What you need to do
When the word "dash" appears in a line of the data below, list that line.

= Beginning of Section =

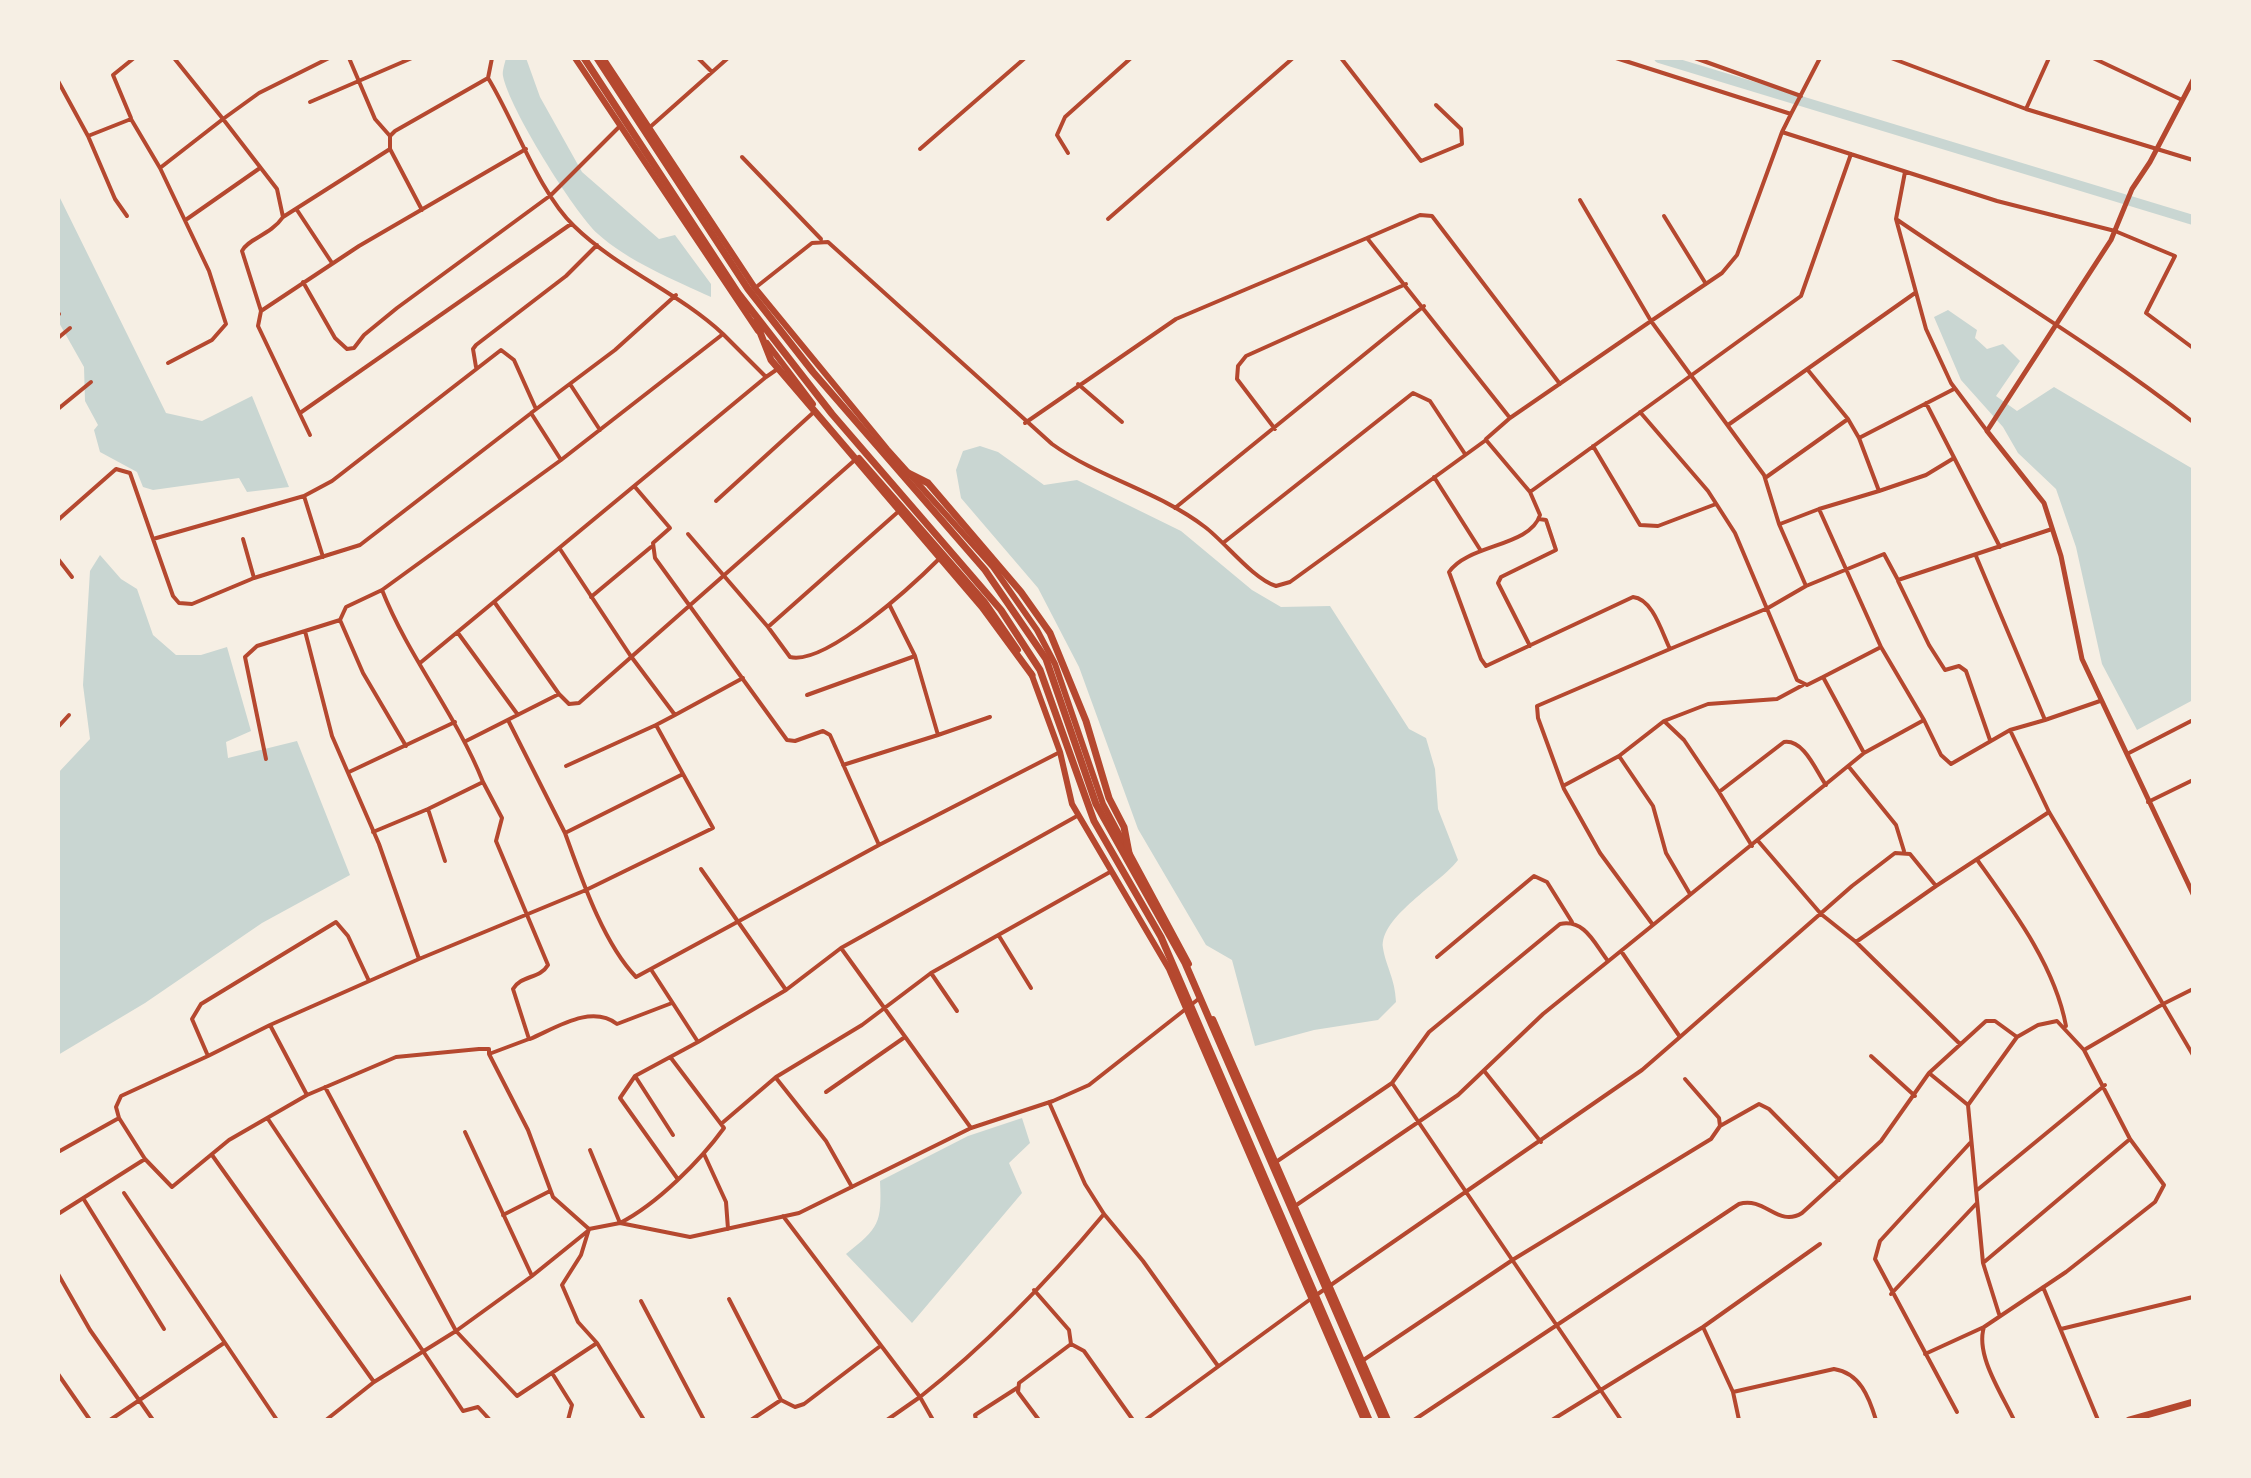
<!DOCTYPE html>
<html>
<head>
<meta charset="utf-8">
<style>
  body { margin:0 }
  #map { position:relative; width:2251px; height:1478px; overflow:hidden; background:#f6efe4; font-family:"Golos Text",sans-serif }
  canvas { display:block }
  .frame { position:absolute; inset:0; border:60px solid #f6efe4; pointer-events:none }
</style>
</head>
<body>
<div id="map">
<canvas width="2251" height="1478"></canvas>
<div class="frame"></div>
</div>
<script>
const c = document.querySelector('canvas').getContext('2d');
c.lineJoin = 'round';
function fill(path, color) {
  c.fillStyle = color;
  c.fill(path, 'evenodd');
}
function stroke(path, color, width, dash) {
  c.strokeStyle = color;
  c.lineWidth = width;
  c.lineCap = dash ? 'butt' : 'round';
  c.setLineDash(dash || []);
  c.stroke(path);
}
const water = new Path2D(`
  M506,58h20l14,39 42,75 77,67 16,-4 36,49v13c-35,-16 -85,-37 -113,-63 -24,-22 -89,-126 -95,-158 -1,-5 2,-13 3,-18z
  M58,194l108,219 36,8 50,-25 37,91 -42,5 -8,-14 -86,12 -10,-3 -6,-15 -37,-20 -6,-22 4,-5 -13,-24 -1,-34 -26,-46z
  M1948,310l29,20 -2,8 12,11 16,-5 17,17 -24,35 21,15 37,-24 139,82v231l-56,30 -35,-66 -26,-117 -20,-58 -38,-36 -15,-26 -42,-47 -27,-63z
  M980,446l18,6 46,33 33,-5 104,51 71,59 29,17 49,-1 79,123 17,9 9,31 3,40 20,51c-16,22 -79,57 -75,88 3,19 12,30 13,54l-18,18 -64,10 -59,16 -23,-86 -26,-15 -68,-116 -59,-162 -41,-79 -77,-90 -5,-28 7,-19z
  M100,555l21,24 16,10 16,46 23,20h25l26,-8 24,84 -25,11 2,16 69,-17 53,134 -88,48 -117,80 -87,52v-282l32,-34 -7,-54 7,-114z
  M1022,1118l8,25 -21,20 13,30 -110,130 -66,-69c33,-26 36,-31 34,-73l88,-45z`);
const canal = new Path2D(`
  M1659,58l534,162`);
const minor = new Path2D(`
  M174,58l49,61 36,-26 70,-35
  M349,58l26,61 15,17
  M492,58l-4,20c26,42 51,115 86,148 44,43 104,66 149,108
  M698,58l14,14
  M1341,58l80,103 41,-17 -1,-15 -25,-24
  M1616,58l175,56 -9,18 215,69 118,30 60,25 -29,57 47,35
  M1695,58l106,38
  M1891,58l135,51
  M2049,58l-23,51 167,51
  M2093,58l89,42
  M58,81l30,55 43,-17 29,49 63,-49 54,70 6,28 107,-68v-13l5,-5 93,-53
  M310,102l102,-44
  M1791,114l29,-56
  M131,118l-18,-43 21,-17
  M649,128l79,-70
  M88,136l27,63 12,17
  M390,149l32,61
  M920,149l105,-91
  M1068,153l-11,-18 8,-18 66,-59
  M742,157l79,82
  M160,168l49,103 17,53 -14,16 -44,23
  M1905,172l-9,47 30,110 25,54 36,48
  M1580,200l71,121 71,-48 15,-18 45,-123
  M297,210l35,53
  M1664,216l42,68
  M283,217c-12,18 -36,22 -41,34l19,60 -3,15 52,109
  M187,219l73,-51
  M1108,219l185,-161
  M1896,219c99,68 203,129 297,203
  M1367,238l53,-23 12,1 128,168
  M303,282l32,56 12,11 7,-1 10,-13 33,-27 154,-113 69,-69
  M755,288l57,-45 16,-1 224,202c47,34 106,47 153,83 20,15 48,52 71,59l14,-4 196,-142 44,52 10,23c-10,32 -72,29 -91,57l32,87 5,7 147,-69c20,2 29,36 37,52l-133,57 1,12 26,71 36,64 53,72 -110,89 -85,81 -163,111
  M676,295l-61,55 -84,63 30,47 162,-126 43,43 13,-9
  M261,311l98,-65 167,-97
  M58,313l1,1
  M58,338l12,-10
  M476,367l-3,-18 3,-4 90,-69 31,-31
  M1807,369l41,50
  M570,384l30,46
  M1078,384l44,38
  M1926,403l74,144
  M58,409l33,-27
  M1640,412l68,79 27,42 62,147 10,5 16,-8 41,76 -211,172
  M300,413l271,-189
  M1510,418l141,-97 113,154 15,49 27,62 78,-32 14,26 154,-51
  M1025,423l151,-104 191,-81 143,180 -24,21
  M1728,425l187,-132
  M1275,429l-38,-50 1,-13 8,-10 160,-72
  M1859,438l20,53 -60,18 62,138 43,73 -60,33
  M1593,446l47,79 18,1 58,-22
  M1434,477l47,74
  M1765,478l83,-59 11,19 95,-49
  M635,487l35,41 -17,15 2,15 132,182 8,1 28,-10 7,4 49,110 181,-93
  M1879,491l47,-16 28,-17
  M1530,492l271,-196 50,-142
  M304,496l19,61
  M716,501l99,-90
  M1175,508l249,-202
  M58,520l58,-51 14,4 23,66 151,-43 28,-15 169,-131 13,10 22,49
  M1780,524l39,-15
  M688,534l80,93 131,-116
  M153,539l20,57 6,7 13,1 62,-26 106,-33 170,-131
  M243,539l11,39
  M1223,543l190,-150 17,8 35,53
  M1976,556l69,164 55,-19
  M58,559l14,18
  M1898,581l31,64 16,25 14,-4 7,5 24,69
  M382,590c27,68 74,124 101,192l-55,27 17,52
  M591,597l60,-50
  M495,603l64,91
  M890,606l25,50
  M340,620l23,53 43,73
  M768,627l22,30c36,9 125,-74 150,-99
  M458,633l60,82
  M1530,646l-32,-63 3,-6 55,-27 -10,-30 -7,-1
  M1670,649l98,-41 38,-22
  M420,663l346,-286
  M1823,677l58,-30
  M807,695l108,-39 23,79 -95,30
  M675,715l68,-37
  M508,720l57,113 118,-59 -27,-49 19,-10 -45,-60 -70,-106
  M1924,720l17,35 10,9 59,-34
  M2045,720l-35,10 39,82 114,192 30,-15
  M1664,721l44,-17 69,-5 26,-14
  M58,727l11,-12
  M938,735l52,-18
  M466,741l93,-47 10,10 10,-1 277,-244
  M2127,754l66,-34
  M1619,756l34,50 13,47 24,41
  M266,759l-21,-102 12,-11 48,-15
  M566,766l90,-41
  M1849,767l47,58 8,26
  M349,772l106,-50
  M483,782l19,36 -6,23 52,124c-8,14 -27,10 -35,24l16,50 -40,15 39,76 25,67 36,32 31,-6 70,14 109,-24 172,-85
  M1563,786l56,-30 45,-35 20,19 35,52 65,-50c20,-3 32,29 42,43
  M1719,792l33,54
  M2148,802l45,-22
  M373,832l55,-23
  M565,833c16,44 38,110 71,144l243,-132
  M1759,842l62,72 35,28 104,102
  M1978,861c35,49 77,105 88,165
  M701,869l85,121
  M999,936l32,52
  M1856,942l80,-56
  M841,948l236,-132
  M1437,957l97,-81 13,6 25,40
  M419,959l167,-69 127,-62 -30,-54
  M1608,961c-14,-18 -23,-42 -48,-37l-131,108 -37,51 229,337
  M652,971l46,71 88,-52 55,-42 130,180 82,-27 36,-16 112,-88
  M931,973l26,38
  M270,1025l149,-66 -40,-115 -47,-108 -27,-105 35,-11 6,-13 36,-17 179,-130
  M1680,1037l172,-151 43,-33 15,1 26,32 113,-74
  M530,1039c26,-11 61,-35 87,-15l55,-21
  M1871,1056l44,40
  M671,1058l50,66
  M1485,1072l56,70
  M1929,1073l39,32 15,158 147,-124
  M635,1076l-15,22 57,80
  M776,1078l50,63 26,46
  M325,1087l131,244 61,65 80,-53 47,77
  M826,1092l79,-55
  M307,1095l89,-38 83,-8h10v5
  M1049,1102l36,82 19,30 39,47 75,105
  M1968,1105l49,-68
  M119,1118l-3,-11 5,-11 87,-40
  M268,1119l195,292 15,-4 12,13
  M1720,1126l39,-22 10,5 70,71
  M673,1135l-38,-59 63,-34
  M590,1150l30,73c37,-19 80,-62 104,-95l-3,-4 55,-47 86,-52 69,-52 179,-101
  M58,1152l61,-34 26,41 27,28 57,-47 78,-45 -37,-70 -62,31 -16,-37 9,-15 135,-82 12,14 21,45
  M704,1154l22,48 2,27
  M212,1155l162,227
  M1276,1162l116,-79
  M1976,1191l129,-106
  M124,1193l153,227
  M83,1198l81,131
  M58,1214l87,-55
  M503,1215l47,-24
  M783,1216l137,181 -33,23
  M589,1229l-8,26 -19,30 16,37 19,21
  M1983,1263l16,51
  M58,1274l32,56 63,90
  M532,1276l57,-46
  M2043,1287l55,133
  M1034,1290l35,40 2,14
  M1891,1294l86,-91
  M729,1299l52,101
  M641,1301l63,119
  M1703,1327l30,65 6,28
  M2061,1329l132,-32
  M1925,1354l59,-27
  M1362,1361l152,-102 197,-120 9,-13 -1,-8 -34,-39
  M552,1373l20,32 -4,15
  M58,1374l32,46
  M1733,1392l101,-23c26,4 35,28 42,51
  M1957,1412l-82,-153 5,-18 90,-98
  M110,1420l114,-77
  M326,1420l48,-38 82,-51 76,-55 -67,-144
  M751,1420l30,-20 14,7 9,-3 75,-57
  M933,1420l-13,-23c67,-53 129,-117 184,-183
  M976,1420l-1,-5 42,-27
  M1039,1420l-21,-28 1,-9 52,-39 13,7 49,69
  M1145,1420l167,-122 330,-228 38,-33 -59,-86
  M1414,1420l325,-216c26,-8 39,24 63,9l79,-72 48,-68 57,-52h9l22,16 21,-12 19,-4 27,29 79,-46 30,51
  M1552,1420l151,-93 117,-83
  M2014,1420c-12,-26 -39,-65 -30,-93l82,-55 89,-70 9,-17 -34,-46 -46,-89`);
const tertiary = new Path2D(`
  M2193,80l-43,82 -18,27 -21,51 -124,191 57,72 17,53 21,103 111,235`);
const secondary = new Path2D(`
  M575,58l183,273
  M603,58l152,230 132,161 106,118 44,63 18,34 48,140 86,160
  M767,343l46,61
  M859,458l126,144 33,48
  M1031,673l29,79 12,52 97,165 195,451
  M1213,1019l175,401`);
const primary = new Path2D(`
  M2129,1420l64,-18`);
const trunk = new Path2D(`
  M584,58l154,235 94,121 169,196 39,60 54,151 67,116 208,483
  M597,58l151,231 65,83 172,198 61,89 50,145 89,159 198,457
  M756,322l15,38 211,247 50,68
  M902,470l26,13 93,109 29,41 36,88 23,77 15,29 5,26`);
fill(water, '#c9d6d2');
stroke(canal, '#c9d6d2', 10);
stroke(minor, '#b5482f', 4);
stroke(tertiary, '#b5482f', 5);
stroke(secondary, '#b5482f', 6);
stroke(primary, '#b5482f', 7);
stroke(trunk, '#b5482f', 7);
</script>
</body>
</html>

= End of Section =

Answer box
function stroke(path, color, width, dash) {
  c.lineCap = dash ? 'butt' : 'round';
  c.setLineDash(dash || []);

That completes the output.